Stored data ->
+-------+

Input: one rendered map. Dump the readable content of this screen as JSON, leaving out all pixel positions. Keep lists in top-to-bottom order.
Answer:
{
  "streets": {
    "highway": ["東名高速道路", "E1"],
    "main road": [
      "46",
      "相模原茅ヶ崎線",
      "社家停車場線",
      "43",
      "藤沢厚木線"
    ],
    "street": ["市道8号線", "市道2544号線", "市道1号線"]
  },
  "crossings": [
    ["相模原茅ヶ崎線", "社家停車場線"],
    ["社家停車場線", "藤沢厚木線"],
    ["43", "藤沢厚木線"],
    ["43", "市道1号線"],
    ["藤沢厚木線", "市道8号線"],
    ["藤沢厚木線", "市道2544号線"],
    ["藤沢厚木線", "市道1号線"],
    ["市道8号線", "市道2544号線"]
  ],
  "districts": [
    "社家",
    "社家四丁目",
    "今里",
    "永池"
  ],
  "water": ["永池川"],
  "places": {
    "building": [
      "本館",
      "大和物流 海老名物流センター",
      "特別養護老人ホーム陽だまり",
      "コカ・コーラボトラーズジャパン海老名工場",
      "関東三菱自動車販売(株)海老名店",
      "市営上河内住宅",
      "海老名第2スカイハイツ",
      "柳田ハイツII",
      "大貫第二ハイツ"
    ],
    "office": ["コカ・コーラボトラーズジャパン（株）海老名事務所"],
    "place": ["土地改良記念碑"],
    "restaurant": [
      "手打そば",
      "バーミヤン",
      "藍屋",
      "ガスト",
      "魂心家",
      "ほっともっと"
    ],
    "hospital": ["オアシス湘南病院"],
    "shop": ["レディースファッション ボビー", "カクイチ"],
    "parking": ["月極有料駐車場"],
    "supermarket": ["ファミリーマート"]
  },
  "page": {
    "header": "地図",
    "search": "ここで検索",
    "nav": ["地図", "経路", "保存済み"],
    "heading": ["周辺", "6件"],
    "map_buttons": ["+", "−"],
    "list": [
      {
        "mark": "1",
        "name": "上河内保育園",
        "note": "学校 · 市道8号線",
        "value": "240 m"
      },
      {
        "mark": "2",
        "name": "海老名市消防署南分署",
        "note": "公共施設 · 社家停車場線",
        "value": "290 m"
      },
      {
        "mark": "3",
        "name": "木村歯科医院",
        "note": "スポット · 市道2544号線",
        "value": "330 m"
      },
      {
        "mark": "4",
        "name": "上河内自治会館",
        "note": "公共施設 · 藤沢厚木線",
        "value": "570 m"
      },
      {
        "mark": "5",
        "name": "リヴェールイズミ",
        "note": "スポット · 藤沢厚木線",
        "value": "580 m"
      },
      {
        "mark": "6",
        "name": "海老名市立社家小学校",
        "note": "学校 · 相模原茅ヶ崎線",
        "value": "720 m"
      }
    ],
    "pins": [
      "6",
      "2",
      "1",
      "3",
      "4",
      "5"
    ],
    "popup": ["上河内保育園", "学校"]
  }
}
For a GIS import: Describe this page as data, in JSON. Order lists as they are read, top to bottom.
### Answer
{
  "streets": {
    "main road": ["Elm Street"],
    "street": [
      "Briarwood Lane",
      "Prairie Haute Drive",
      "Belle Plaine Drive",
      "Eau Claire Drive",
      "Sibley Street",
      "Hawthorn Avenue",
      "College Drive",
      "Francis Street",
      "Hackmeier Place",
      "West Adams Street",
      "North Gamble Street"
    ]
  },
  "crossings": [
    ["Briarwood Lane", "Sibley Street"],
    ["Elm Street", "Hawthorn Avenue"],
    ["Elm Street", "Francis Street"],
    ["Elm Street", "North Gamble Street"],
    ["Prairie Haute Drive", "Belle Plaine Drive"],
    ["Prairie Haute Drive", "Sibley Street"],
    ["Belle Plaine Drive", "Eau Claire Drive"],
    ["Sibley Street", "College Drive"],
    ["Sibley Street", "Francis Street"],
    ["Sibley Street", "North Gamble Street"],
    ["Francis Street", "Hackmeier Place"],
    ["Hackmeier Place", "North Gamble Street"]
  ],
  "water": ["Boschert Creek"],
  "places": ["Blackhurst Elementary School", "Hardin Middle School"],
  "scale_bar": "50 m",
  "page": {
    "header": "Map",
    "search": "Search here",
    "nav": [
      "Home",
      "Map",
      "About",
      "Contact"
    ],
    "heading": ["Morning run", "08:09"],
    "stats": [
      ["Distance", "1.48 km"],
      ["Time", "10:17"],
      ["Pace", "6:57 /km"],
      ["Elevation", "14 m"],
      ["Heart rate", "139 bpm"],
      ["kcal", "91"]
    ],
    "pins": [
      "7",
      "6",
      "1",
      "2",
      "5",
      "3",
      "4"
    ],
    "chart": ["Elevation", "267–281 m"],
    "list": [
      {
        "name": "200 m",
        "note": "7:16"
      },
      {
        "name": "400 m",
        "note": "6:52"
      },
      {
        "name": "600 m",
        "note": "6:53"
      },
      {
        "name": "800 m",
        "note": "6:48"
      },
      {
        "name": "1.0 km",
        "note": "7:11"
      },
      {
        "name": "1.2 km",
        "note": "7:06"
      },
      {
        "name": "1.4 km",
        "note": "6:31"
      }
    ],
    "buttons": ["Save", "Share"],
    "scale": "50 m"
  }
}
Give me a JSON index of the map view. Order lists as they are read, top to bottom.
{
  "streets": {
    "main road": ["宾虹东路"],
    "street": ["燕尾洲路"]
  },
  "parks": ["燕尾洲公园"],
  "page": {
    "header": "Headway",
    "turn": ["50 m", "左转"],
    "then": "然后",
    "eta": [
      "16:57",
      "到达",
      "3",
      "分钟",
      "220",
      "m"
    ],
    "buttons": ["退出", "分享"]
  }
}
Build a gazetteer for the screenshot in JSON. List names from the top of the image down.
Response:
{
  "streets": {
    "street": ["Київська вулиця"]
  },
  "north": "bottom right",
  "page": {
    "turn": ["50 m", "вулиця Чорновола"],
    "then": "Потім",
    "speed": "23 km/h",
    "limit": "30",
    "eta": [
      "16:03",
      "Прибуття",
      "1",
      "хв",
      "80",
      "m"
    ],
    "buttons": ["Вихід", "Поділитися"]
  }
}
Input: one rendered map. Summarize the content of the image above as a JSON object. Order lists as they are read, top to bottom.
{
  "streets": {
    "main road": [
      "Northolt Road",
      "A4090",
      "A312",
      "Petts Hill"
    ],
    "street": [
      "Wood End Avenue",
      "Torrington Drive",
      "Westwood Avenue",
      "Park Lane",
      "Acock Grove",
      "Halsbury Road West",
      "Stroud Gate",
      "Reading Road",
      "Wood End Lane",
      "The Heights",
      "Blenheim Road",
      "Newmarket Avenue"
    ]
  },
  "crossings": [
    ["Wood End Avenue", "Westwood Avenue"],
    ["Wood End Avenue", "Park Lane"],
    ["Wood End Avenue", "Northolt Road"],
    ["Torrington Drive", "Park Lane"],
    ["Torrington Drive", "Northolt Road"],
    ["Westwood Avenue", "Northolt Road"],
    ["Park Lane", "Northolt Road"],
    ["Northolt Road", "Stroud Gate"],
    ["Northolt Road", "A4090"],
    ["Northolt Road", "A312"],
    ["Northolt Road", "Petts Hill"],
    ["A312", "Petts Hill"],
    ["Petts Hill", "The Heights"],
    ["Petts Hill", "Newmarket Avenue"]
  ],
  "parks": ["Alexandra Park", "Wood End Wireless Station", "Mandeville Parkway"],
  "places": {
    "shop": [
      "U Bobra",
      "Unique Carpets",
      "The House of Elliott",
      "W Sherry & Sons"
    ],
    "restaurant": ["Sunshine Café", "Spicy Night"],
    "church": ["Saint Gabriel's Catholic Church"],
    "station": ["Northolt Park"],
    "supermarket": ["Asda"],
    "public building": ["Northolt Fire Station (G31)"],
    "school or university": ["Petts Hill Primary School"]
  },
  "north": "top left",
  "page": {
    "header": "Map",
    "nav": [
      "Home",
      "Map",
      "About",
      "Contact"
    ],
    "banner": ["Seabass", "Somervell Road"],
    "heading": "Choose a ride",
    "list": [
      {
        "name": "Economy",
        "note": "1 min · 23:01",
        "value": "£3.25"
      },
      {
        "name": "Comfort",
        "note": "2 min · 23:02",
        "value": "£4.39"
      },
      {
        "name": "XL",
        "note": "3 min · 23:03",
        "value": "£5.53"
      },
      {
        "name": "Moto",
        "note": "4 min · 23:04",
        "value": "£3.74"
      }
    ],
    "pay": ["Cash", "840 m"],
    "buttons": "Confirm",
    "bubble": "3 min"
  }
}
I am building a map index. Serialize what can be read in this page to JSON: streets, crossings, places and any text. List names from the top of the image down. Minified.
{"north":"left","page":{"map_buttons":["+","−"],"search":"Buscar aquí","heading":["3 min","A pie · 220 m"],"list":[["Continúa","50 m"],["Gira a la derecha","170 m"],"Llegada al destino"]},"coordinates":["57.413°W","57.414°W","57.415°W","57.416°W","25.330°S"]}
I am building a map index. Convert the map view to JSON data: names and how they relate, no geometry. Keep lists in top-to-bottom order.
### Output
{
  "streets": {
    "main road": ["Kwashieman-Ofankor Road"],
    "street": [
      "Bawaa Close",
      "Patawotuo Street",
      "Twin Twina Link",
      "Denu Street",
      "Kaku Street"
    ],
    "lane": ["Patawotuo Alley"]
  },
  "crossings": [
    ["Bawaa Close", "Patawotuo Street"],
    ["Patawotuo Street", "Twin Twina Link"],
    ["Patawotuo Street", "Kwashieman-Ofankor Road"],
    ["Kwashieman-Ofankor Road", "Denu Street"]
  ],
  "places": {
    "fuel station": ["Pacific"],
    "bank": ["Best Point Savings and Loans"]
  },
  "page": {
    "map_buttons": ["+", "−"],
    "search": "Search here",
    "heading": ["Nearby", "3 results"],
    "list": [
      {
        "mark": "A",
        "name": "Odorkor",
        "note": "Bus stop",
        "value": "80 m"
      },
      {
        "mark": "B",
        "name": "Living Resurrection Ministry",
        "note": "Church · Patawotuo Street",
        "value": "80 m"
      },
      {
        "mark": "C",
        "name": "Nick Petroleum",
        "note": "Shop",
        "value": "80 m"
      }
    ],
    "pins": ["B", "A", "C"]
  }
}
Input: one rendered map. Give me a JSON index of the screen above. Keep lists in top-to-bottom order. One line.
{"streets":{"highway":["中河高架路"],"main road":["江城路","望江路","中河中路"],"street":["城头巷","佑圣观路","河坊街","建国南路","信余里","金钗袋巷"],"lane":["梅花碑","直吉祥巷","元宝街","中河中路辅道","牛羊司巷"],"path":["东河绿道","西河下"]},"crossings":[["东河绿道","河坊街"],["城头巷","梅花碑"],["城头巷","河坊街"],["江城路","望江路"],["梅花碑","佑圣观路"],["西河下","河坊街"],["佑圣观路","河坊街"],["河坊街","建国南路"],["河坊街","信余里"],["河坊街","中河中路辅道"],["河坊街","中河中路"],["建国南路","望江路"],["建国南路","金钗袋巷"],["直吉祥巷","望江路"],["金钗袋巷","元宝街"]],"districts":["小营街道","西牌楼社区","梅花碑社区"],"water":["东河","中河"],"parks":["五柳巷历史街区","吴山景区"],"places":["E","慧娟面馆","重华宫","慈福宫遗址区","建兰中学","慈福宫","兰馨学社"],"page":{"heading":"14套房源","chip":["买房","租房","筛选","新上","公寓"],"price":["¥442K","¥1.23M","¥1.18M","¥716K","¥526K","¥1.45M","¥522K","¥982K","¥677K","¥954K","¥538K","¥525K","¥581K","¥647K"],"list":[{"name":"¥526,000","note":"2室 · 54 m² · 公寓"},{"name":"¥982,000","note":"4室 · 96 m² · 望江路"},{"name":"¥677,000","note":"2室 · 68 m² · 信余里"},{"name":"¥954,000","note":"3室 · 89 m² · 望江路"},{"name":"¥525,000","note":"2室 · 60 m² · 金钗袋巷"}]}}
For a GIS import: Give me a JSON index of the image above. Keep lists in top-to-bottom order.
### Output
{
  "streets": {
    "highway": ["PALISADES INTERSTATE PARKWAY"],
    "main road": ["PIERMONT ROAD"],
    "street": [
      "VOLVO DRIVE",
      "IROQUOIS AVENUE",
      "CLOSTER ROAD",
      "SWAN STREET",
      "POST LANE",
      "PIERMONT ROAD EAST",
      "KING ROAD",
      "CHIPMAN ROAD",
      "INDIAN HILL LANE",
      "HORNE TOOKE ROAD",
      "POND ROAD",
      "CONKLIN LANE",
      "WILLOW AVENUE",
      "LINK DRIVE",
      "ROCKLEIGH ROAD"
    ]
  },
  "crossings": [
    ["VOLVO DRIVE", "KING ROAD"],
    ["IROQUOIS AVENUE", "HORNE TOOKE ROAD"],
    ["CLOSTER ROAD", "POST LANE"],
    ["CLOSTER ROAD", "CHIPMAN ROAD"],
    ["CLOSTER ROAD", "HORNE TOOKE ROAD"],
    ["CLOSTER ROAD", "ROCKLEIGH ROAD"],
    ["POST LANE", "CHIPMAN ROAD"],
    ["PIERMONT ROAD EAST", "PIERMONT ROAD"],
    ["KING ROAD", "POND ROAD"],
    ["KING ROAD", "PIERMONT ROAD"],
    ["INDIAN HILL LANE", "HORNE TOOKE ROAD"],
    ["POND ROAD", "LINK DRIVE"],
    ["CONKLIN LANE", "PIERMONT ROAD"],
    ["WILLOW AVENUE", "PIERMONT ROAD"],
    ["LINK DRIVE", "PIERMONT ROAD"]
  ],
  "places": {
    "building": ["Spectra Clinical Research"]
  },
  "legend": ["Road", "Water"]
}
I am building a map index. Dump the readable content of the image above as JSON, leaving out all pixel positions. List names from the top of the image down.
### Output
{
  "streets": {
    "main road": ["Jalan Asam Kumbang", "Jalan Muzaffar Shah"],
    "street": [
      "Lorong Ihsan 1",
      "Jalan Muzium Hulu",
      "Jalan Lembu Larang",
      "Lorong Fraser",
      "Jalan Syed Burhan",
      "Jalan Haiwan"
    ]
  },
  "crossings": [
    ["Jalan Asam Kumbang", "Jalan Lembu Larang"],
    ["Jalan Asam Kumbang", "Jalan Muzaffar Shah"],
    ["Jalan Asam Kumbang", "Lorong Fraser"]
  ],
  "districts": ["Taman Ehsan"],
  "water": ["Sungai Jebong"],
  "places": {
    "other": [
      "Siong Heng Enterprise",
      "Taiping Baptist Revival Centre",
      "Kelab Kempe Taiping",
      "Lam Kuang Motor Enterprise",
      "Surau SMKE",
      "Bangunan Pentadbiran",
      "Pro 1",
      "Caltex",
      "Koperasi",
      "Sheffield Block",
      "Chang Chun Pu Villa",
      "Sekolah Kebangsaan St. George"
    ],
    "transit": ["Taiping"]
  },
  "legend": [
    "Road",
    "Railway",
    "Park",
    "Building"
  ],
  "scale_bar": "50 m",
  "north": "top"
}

+-------+

Exercise details ->
Copy all the lines from the data above that hold the word "PIERMONT".

Problem solution ->
    "main road": ["PIERMONT ROAD"],
      "PIERMONT ROAD EAST",
    ["PIERMONT ROAD EAST", "PIERMONT ROAD"],
    ["KING ROAD", "PIERMONT ROAD"],
    ["CONKLIN LANE", "PIERMONT ROAD"],
    ["WILLOW AVENUE", "PIERMONT ROAD"],
    ["LINK DRIVE", "PIERMONT ROAD"]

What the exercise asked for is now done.